Exercise aim ▸ How many lines in the records below contain "weight"? Reply with the number only.

Input data ▸
= Beginning of Section =

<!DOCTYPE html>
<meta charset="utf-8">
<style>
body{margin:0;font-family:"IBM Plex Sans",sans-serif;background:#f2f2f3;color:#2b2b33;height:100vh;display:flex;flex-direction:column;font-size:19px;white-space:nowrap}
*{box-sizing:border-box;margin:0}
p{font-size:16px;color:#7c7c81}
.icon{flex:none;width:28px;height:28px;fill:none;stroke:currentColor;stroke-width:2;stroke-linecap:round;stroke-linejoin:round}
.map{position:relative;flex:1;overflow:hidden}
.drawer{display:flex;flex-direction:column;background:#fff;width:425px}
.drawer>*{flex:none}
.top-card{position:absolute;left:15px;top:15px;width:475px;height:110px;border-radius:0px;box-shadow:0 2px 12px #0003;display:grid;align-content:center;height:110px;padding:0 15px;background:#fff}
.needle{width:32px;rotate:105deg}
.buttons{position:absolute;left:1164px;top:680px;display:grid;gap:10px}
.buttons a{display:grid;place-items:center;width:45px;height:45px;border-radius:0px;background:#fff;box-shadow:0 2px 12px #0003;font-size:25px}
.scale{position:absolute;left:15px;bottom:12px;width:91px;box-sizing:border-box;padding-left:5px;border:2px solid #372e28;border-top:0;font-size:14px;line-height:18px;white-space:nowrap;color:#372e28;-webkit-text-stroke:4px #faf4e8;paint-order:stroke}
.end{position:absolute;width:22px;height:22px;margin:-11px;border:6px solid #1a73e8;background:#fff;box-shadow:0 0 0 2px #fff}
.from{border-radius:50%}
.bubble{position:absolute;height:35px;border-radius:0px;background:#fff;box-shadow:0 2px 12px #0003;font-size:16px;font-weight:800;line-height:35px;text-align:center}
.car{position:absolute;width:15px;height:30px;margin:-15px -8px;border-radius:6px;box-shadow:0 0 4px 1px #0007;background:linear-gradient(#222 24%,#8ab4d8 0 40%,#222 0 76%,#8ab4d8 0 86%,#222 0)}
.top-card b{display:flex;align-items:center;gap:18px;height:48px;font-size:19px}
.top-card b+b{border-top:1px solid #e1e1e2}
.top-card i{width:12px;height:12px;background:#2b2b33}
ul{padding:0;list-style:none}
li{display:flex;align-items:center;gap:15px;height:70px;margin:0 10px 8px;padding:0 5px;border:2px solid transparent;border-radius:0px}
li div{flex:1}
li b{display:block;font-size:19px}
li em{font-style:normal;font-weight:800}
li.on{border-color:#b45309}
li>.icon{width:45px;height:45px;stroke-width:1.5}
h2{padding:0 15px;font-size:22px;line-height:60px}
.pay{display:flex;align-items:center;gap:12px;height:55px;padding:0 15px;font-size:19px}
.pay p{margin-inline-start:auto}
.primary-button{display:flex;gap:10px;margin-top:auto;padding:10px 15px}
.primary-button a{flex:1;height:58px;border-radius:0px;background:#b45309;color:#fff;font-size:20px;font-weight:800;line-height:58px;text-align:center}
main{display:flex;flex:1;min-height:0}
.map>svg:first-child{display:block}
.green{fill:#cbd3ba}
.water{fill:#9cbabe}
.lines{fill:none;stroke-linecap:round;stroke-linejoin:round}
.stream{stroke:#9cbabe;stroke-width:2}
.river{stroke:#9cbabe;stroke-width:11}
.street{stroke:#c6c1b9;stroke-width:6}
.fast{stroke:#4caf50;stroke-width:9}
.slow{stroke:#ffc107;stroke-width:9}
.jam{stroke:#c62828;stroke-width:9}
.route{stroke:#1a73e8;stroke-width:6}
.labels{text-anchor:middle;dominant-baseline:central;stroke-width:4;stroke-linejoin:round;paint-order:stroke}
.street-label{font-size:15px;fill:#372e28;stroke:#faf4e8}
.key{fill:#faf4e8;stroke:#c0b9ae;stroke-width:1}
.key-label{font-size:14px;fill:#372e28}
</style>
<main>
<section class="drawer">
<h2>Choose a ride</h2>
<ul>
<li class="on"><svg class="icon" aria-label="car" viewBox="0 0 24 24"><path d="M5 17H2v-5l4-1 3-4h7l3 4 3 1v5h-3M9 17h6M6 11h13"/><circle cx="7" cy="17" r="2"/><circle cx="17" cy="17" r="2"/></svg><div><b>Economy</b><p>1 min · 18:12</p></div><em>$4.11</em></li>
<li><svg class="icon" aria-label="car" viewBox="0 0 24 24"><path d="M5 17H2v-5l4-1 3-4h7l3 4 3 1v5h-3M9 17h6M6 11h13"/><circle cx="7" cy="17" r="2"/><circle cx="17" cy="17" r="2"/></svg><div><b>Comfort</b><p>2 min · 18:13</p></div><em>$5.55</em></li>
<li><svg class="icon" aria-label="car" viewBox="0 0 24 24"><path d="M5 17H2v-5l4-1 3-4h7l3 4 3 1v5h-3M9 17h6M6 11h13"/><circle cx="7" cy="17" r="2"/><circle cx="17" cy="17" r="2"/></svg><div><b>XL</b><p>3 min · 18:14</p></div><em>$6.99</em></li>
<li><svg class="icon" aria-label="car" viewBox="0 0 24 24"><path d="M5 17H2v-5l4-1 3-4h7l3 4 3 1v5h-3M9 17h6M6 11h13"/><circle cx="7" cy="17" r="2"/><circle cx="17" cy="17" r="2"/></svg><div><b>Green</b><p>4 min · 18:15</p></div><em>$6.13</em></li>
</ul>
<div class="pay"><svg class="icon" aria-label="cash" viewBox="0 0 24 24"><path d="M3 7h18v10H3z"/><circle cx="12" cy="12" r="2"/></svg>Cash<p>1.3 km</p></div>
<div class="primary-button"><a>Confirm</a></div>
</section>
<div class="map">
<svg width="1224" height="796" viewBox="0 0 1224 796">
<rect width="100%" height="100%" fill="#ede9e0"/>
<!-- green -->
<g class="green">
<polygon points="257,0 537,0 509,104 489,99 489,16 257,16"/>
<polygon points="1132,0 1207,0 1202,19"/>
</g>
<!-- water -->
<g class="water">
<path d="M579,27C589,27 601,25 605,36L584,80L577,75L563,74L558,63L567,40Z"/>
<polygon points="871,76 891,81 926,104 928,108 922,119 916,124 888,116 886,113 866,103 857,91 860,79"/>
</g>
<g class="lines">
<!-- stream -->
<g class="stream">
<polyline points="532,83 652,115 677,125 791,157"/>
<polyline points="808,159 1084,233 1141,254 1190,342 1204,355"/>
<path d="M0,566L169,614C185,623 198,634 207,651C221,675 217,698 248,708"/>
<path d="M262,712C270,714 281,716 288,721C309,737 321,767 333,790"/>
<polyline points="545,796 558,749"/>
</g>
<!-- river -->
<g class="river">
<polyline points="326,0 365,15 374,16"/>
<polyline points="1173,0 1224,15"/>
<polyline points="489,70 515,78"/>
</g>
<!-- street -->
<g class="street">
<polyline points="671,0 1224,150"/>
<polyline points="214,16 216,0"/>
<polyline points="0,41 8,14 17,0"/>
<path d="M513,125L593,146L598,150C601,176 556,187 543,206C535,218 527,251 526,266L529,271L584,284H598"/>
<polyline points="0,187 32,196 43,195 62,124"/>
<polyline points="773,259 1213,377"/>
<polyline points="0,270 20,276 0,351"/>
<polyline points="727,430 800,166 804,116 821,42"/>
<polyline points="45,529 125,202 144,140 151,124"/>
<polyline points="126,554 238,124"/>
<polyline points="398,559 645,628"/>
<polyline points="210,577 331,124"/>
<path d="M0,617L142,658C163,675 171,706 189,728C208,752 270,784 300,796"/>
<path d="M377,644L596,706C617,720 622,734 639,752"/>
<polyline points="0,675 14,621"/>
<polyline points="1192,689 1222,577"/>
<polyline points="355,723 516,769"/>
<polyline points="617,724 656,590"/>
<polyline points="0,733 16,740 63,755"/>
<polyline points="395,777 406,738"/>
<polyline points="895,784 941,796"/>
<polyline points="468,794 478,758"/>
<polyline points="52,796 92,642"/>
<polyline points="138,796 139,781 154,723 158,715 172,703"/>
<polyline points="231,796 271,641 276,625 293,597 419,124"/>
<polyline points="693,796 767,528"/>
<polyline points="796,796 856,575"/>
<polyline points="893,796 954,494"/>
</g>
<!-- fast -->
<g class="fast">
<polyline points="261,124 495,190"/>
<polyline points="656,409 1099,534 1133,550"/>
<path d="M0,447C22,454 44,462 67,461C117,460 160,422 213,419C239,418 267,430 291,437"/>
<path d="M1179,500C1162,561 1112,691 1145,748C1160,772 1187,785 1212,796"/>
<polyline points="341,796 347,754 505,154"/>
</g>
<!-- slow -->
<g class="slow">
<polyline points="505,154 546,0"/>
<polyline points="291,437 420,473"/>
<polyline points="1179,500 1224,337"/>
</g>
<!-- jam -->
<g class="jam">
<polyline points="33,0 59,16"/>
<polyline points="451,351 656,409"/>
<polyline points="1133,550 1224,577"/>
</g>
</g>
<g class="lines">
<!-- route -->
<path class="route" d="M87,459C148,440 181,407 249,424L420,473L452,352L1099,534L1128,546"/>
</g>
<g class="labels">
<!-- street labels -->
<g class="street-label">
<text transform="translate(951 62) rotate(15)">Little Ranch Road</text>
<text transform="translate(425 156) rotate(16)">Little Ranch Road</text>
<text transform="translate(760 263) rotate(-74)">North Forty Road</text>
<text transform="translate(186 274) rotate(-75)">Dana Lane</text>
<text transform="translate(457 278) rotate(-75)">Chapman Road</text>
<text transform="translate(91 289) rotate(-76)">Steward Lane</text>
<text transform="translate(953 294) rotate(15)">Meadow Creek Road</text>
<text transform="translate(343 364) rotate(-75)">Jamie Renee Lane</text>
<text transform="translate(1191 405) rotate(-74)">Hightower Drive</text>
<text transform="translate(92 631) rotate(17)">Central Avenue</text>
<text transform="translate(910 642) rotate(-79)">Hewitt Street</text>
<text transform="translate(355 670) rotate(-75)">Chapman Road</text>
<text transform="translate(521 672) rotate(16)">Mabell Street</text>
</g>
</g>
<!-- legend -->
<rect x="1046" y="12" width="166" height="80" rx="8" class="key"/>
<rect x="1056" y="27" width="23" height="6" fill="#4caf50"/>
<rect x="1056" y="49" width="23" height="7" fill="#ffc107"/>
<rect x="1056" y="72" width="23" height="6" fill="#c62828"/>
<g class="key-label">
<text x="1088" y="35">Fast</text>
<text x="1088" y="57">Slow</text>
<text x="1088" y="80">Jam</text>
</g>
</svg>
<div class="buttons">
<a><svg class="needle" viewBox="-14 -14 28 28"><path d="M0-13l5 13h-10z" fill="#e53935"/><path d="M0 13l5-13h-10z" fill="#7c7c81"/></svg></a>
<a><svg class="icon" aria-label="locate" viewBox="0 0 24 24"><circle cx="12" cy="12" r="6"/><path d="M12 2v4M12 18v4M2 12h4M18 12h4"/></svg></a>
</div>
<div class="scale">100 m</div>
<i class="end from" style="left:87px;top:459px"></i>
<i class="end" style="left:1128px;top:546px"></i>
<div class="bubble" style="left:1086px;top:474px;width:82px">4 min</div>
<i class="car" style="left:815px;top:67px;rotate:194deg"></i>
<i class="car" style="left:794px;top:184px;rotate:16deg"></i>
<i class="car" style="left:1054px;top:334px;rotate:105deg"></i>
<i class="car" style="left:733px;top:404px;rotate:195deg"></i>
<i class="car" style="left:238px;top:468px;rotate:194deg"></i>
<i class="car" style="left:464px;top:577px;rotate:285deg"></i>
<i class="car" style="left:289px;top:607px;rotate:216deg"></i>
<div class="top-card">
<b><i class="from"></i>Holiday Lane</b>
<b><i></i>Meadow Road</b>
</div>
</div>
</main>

= End of Section =

Result of this exercise ▸ 3